BEGIN
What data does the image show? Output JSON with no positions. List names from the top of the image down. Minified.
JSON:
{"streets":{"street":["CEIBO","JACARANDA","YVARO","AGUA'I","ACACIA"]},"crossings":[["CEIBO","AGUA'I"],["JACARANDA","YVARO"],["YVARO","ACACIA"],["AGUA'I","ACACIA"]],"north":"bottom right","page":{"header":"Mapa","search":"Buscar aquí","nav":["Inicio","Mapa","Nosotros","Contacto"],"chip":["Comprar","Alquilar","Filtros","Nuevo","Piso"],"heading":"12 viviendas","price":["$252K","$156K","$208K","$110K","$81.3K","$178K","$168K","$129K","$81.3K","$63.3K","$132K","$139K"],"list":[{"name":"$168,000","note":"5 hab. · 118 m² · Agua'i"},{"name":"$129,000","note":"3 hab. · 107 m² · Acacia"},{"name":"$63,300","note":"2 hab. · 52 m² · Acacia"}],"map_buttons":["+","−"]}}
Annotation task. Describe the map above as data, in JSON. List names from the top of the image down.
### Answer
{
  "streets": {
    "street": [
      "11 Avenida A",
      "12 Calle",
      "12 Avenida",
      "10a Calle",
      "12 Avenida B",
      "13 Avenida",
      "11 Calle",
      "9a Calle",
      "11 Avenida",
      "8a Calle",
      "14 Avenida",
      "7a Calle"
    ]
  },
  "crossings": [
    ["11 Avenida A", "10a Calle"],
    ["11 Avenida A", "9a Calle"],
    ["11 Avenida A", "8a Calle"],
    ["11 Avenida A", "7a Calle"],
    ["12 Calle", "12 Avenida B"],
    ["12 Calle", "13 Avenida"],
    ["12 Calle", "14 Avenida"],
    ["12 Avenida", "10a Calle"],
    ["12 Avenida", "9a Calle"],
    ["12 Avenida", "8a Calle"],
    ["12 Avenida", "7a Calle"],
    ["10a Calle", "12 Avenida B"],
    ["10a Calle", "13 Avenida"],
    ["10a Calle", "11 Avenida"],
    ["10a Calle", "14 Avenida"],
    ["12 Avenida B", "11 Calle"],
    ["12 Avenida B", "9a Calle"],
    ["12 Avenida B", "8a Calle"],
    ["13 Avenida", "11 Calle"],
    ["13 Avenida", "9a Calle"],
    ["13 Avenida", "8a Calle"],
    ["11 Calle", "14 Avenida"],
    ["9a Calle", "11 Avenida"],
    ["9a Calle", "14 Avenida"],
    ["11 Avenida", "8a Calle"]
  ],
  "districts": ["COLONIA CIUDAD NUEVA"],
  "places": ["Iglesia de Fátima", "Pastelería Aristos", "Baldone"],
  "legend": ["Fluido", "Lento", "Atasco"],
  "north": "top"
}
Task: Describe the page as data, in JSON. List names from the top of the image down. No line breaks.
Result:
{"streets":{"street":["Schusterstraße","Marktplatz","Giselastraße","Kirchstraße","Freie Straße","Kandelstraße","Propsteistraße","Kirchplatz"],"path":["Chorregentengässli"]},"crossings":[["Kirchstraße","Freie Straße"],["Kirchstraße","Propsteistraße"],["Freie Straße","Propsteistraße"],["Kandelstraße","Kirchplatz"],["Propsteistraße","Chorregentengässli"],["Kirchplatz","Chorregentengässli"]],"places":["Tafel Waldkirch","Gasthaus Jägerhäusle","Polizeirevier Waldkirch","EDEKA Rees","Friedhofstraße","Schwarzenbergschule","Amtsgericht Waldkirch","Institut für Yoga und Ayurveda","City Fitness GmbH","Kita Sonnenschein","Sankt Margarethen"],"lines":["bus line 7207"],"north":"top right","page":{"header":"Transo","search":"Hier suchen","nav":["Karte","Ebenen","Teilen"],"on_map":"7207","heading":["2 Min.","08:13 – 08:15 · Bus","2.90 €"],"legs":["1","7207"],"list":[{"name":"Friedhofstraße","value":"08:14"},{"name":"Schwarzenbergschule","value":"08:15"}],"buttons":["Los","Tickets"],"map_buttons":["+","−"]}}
END
**What you should do**.
All that is wanted is a faithful reproduction of the line above with "Annotation task. Describe", the line with "Task: Describe the", and every line in between.

**Exercise solution**.
Annotation task. Describe the map above as data, in JSON. List names from the top of the image down.
### Answer
{
  "streets": {
    "street": [
      "11 Avenida A",
      "12 Calle",
      "12 Avenida",
      "10a Calle",
      "12 Avenida B",
      "13 Avenida",
      "11 Calle",
      "9a Calle",
      "11 Avenida",
      "8a Calle",
      "14 Avenida",
      "7a Calle"
    ]
  },
  "crossings": [
    ["11 Avenida A", "10a Calle"],
    ["11 Avenida A", "9a Calle"],
    ["11 Avenida A", "8a Calle"],
    ["11 Avenida A", "7a Calle"],
    ["12 Calle", "12 Avenida B"],
    ["12 Calle", "13 Avenida"],
    ["12 Calle", "14 Avenida"],
    ["12 Avenida", "10a Calle"],
    ["12 Avenida", "9a Calle"],
    ["12 Avenida", "8a Calle"],
    ["12 Avenida", "7a Calle"],
    ["10a Calle", "12 Avenida B"],
    ["10a Calle", "13 Avenida"],
    ["10a Calle", "11 Avenida"],
    ["10a Calle", "14 Avenida"],
    ["12 Avenida B", "11 Calle"],
    ["12 Avenida B", "9a Calle"],
    ["12 Avenida B", "8a Calle"],
    ["13 Avenida", "11 Calle"],
    ["13 Avenida", "9a Calle"],
    ["13 Avenida", "8a Calle"],
    ["11 Calle", "14 Avenida"],
    ["9a Calle", "11 Avenida"],
    ["9a Calle", "14 Avenida"],
    ["11 Avenida", "8a Calle"]
  ],
  "districts": ["COLONIA CIUDAD NUEVA"],
  "places": ["Iglesia de Fátima", "Pastelería Aristos", "Baldone"],
  "legend": ["Fluido", "Lento", "Atasco"],
  "north": "top"
}
Task: Describe the page as data, in JSON. List names from the top of the image down. No line breaks.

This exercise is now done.